[ASSIGNMENT] Look through the data below and extract, unchanged, the lines from the one that contains "M407,1101L628,1194L722,1069L464,955" to the one that contains "M12,1907L8,1918L12,1930", both included.

[RECORDS SUPPLIED]
****

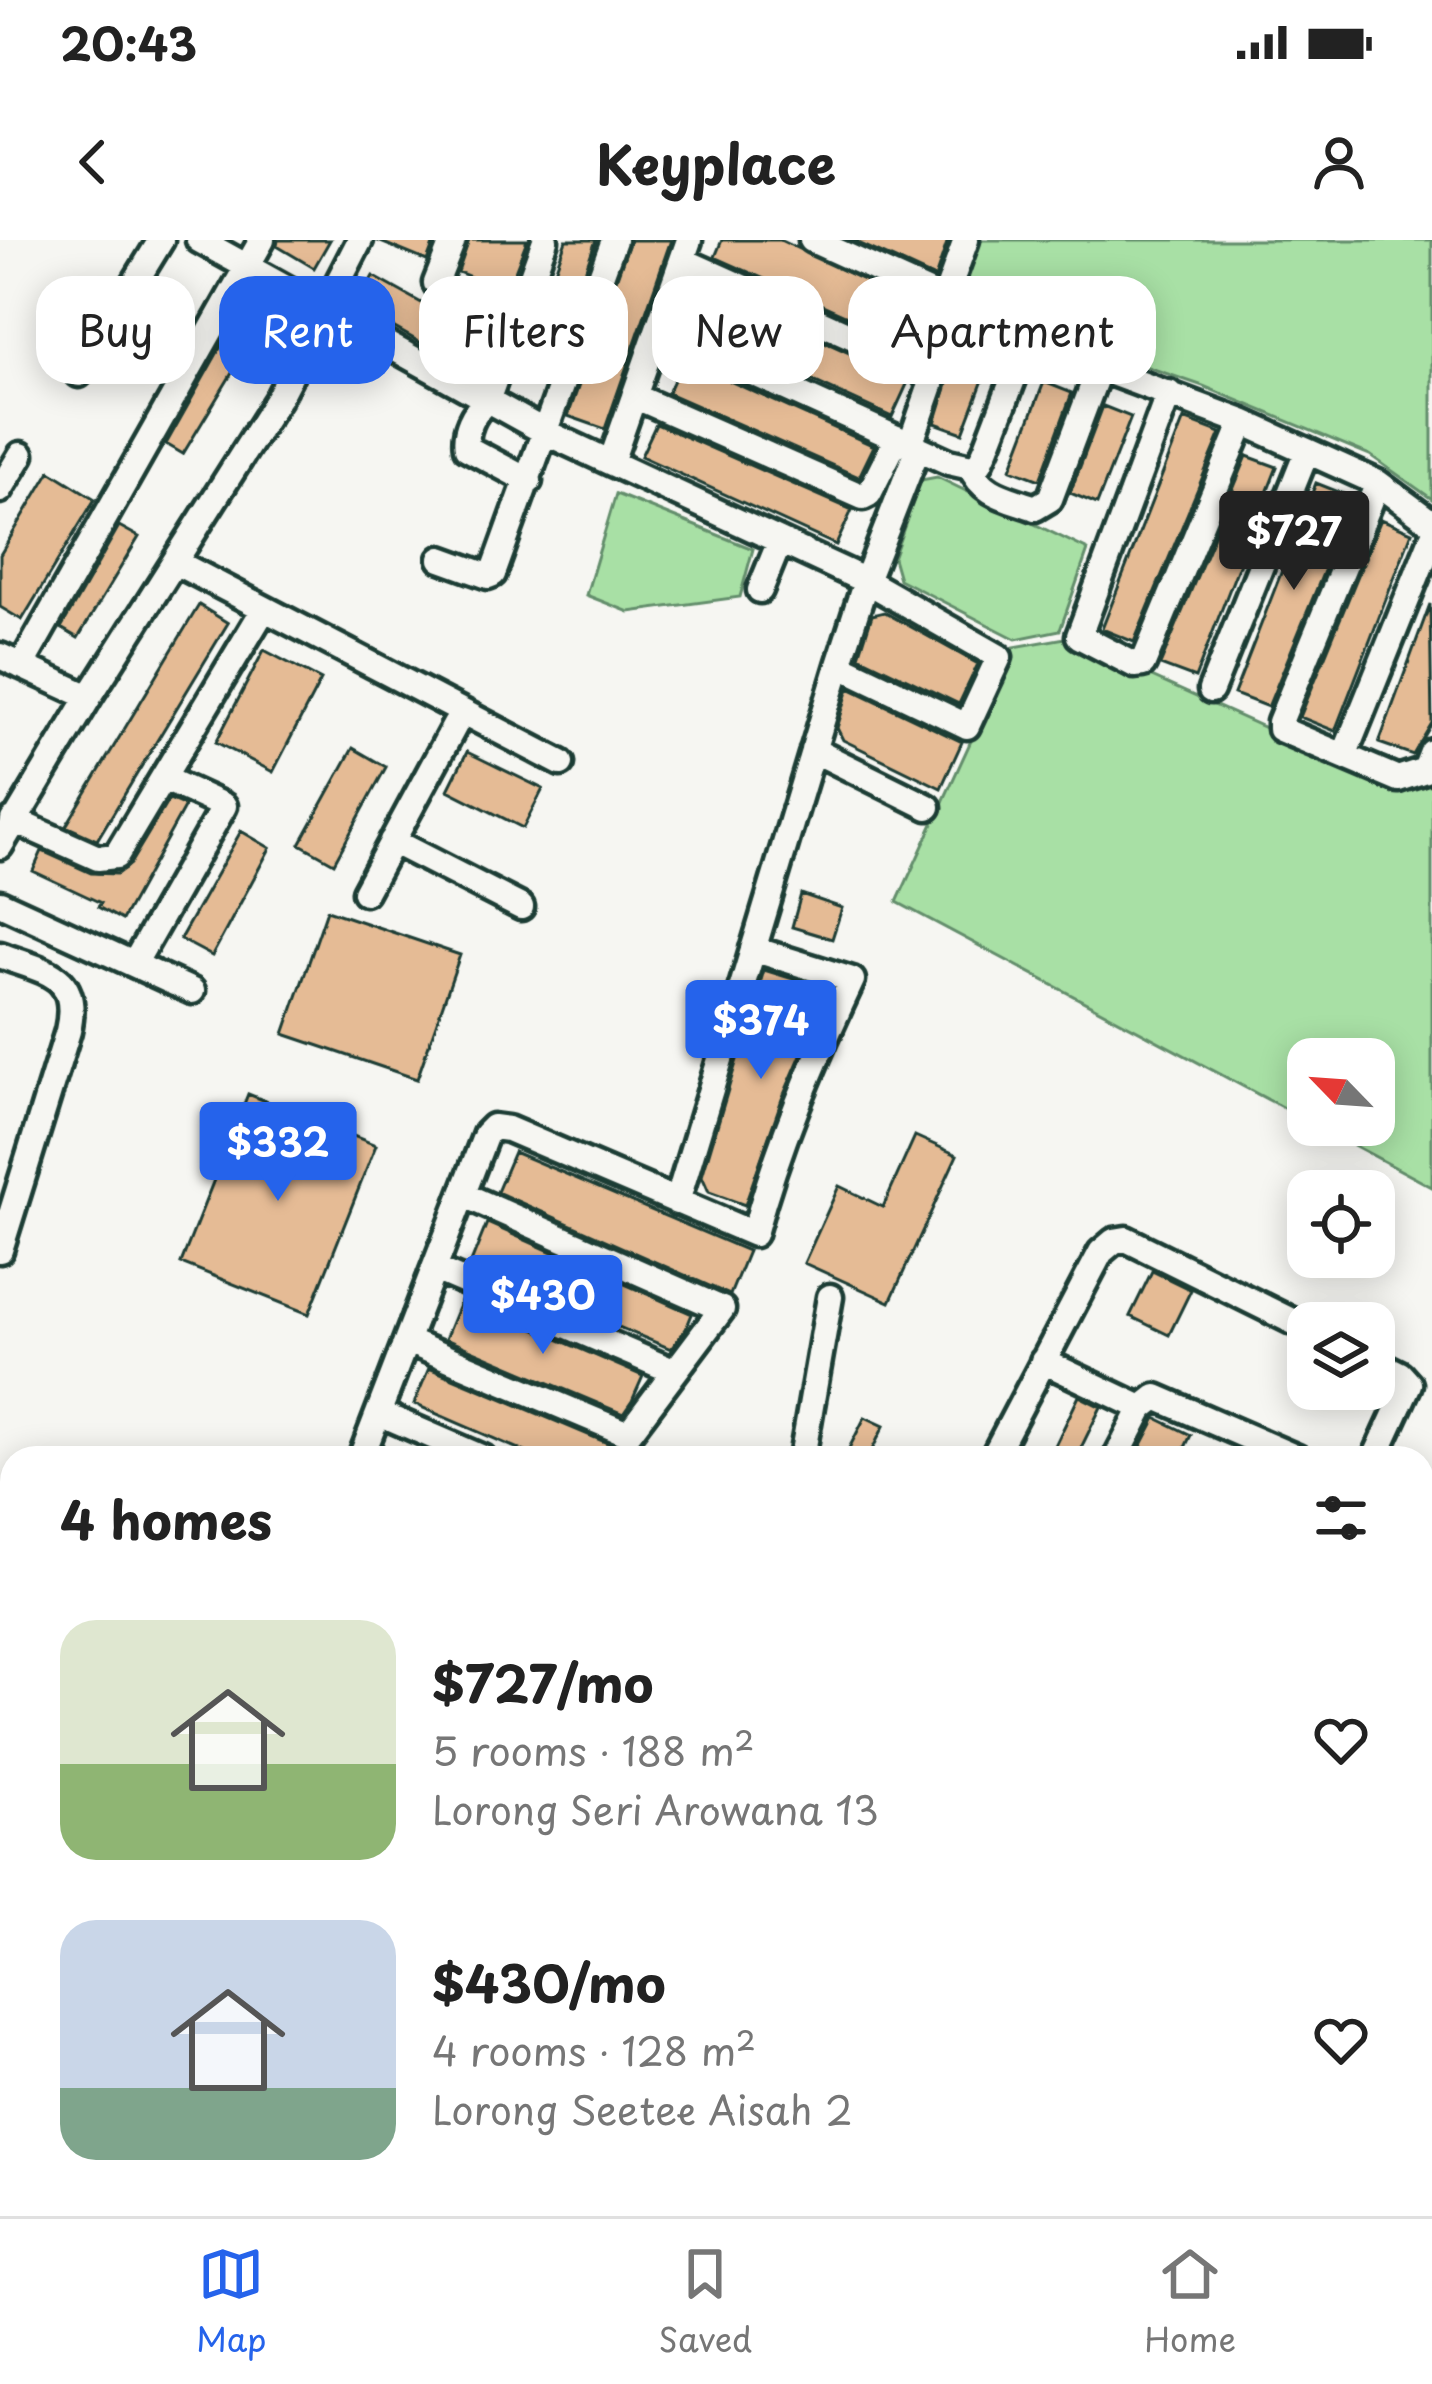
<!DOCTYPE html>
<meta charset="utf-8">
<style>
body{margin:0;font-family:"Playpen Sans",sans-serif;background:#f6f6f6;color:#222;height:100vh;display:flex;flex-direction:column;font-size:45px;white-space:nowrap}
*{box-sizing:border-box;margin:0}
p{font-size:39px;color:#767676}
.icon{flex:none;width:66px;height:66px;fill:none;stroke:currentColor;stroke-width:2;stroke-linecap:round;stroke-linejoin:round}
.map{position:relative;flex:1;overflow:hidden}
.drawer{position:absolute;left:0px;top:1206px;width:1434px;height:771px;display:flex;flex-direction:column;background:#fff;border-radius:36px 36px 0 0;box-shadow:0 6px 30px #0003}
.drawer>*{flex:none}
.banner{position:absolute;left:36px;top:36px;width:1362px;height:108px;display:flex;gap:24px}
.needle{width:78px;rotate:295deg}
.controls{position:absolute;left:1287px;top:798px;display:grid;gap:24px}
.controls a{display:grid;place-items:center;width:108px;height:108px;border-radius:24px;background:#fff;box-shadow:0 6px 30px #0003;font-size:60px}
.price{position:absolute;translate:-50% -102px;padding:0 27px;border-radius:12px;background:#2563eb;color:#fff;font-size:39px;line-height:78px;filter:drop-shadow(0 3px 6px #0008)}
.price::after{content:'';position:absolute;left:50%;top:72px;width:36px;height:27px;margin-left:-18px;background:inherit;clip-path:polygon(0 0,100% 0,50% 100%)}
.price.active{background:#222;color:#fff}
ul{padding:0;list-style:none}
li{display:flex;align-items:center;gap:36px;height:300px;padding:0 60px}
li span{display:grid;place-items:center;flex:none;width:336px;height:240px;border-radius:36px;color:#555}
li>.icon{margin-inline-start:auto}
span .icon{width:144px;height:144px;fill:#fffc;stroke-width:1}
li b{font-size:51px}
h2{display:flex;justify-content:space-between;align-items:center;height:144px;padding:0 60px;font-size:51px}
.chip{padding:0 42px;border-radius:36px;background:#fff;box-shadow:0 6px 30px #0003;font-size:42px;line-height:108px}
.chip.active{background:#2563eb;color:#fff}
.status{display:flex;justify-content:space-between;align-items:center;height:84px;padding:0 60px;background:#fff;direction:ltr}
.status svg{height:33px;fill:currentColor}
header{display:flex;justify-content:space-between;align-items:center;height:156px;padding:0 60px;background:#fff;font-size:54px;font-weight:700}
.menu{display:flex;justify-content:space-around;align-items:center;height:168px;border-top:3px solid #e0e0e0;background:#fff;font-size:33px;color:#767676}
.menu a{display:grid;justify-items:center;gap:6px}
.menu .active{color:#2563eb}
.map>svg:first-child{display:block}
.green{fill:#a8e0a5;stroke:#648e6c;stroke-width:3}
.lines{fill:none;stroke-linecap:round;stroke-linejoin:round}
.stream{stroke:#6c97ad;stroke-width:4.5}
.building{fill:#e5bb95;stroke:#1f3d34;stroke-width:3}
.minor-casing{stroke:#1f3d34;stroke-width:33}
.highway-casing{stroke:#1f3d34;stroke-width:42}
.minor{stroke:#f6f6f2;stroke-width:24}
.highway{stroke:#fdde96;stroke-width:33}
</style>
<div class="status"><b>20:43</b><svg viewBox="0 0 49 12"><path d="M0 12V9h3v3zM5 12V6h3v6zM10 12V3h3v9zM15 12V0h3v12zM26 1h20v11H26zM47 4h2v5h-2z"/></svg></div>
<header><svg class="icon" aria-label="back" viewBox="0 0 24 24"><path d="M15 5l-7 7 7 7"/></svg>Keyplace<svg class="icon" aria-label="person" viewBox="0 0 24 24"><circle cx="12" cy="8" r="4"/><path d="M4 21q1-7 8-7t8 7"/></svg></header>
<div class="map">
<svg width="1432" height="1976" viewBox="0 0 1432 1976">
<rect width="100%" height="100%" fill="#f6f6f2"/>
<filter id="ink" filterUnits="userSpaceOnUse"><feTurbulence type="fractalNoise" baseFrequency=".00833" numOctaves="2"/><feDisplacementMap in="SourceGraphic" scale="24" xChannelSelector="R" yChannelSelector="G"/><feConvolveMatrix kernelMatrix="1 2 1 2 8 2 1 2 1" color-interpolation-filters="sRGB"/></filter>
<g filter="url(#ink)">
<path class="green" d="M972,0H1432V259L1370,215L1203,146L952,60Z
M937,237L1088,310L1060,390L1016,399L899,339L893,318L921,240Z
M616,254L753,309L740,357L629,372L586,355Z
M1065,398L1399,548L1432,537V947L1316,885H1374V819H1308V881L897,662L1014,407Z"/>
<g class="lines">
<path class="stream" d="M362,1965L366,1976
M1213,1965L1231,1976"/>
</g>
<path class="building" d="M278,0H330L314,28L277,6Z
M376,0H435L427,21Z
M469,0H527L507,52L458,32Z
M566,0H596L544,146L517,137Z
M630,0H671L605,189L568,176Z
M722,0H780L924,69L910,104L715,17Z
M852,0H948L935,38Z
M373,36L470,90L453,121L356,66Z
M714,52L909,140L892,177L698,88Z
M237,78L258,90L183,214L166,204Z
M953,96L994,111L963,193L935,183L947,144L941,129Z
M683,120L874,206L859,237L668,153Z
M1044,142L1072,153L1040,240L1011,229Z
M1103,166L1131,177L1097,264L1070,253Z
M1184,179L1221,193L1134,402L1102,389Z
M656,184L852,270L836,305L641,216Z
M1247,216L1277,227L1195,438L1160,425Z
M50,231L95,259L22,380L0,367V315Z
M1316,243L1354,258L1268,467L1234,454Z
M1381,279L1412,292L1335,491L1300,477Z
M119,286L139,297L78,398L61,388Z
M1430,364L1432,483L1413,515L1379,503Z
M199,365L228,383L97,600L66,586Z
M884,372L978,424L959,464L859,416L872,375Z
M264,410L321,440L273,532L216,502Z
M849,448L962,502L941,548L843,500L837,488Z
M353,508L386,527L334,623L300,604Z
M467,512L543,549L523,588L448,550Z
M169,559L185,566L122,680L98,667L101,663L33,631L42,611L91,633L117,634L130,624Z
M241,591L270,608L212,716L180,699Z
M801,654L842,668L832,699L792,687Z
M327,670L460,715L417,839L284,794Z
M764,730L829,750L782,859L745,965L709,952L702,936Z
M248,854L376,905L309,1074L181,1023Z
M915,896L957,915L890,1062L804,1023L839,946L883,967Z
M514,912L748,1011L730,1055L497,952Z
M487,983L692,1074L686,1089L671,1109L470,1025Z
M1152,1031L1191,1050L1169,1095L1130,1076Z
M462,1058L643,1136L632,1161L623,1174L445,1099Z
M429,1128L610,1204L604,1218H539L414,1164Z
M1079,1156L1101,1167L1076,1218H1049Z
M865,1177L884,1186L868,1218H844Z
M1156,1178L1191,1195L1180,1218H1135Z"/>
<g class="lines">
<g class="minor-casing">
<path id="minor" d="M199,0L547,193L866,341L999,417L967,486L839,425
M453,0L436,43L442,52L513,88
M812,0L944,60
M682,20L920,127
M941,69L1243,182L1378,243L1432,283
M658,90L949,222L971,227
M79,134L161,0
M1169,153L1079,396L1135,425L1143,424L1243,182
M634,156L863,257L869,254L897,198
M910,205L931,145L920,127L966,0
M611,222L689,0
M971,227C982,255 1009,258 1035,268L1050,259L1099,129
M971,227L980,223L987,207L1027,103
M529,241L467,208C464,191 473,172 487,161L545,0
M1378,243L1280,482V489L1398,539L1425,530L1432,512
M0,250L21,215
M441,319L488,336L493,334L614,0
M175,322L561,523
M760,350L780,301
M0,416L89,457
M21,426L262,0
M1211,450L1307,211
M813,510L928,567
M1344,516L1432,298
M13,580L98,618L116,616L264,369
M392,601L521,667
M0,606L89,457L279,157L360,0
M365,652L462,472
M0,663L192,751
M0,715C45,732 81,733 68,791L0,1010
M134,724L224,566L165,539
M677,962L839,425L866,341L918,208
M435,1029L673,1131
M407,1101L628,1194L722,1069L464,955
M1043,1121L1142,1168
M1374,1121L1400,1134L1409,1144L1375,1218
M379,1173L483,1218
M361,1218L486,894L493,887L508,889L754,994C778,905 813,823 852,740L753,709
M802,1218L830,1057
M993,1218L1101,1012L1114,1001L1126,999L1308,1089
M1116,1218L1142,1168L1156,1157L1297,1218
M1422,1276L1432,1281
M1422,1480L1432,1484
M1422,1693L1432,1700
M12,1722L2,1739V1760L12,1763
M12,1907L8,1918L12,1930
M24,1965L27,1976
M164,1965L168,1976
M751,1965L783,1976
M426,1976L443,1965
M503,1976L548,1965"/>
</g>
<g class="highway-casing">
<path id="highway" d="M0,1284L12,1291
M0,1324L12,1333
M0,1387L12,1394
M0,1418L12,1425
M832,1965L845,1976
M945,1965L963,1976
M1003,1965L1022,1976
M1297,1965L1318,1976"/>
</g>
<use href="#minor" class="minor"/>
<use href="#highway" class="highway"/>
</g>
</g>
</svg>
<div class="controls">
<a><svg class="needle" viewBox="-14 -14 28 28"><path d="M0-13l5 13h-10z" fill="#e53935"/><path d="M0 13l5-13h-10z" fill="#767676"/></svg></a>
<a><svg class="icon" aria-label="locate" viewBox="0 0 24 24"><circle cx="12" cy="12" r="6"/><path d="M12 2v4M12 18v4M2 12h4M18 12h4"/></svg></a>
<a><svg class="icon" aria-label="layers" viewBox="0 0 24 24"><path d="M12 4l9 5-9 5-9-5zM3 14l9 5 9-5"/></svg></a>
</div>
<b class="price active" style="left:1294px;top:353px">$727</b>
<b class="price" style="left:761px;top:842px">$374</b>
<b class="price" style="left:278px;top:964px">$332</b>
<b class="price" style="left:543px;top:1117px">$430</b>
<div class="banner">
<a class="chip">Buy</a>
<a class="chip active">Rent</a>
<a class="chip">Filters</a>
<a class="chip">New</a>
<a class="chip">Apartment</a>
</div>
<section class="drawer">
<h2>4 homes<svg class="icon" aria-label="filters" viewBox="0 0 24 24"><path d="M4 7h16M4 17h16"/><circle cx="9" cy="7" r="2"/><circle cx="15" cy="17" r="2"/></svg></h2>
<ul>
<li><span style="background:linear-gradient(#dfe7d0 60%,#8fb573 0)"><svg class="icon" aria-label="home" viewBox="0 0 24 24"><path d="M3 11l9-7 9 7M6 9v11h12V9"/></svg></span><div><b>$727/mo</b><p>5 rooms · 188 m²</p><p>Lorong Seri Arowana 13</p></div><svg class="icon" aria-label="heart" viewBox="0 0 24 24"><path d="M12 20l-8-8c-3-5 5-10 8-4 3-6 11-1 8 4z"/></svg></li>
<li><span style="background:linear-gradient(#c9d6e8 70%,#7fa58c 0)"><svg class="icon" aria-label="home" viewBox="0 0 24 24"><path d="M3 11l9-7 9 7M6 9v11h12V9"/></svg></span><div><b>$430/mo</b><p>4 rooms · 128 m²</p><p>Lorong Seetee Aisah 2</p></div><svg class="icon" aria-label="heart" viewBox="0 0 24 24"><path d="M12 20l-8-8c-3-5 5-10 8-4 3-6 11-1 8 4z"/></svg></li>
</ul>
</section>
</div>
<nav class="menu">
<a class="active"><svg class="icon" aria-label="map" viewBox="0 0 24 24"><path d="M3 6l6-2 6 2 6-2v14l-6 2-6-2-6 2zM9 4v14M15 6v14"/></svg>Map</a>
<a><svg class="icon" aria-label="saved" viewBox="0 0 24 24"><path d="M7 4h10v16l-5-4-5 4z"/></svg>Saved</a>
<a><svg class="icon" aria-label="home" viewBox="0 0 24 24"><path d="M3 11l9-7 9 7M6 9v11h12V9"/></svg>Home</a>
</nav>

****

[RESPONSE TO THIS TASK]
M407,1101L628,1194L722,1069L464,955
M1043,1121L1142,1168
M1374,1121L1400,1134L1409,1144L1375,1218
M379,1173L483,1218
M361,1218L486,894L493,887L508,889L754,994C778,905 813,823 852,740L753,709
M802,1218L830,1057
M993,1218L1101,1012L1114,1001L1126,999L1308,1089
M1116,1218L1142,1168L1156,1157L1297,1218
M1422,1276L1432,1281
M1422,1480L1432,1484
M1422,1693L1432,1700
M12,1722L2,1739V1760L12,1763
M12,1907L8,1918L12,1930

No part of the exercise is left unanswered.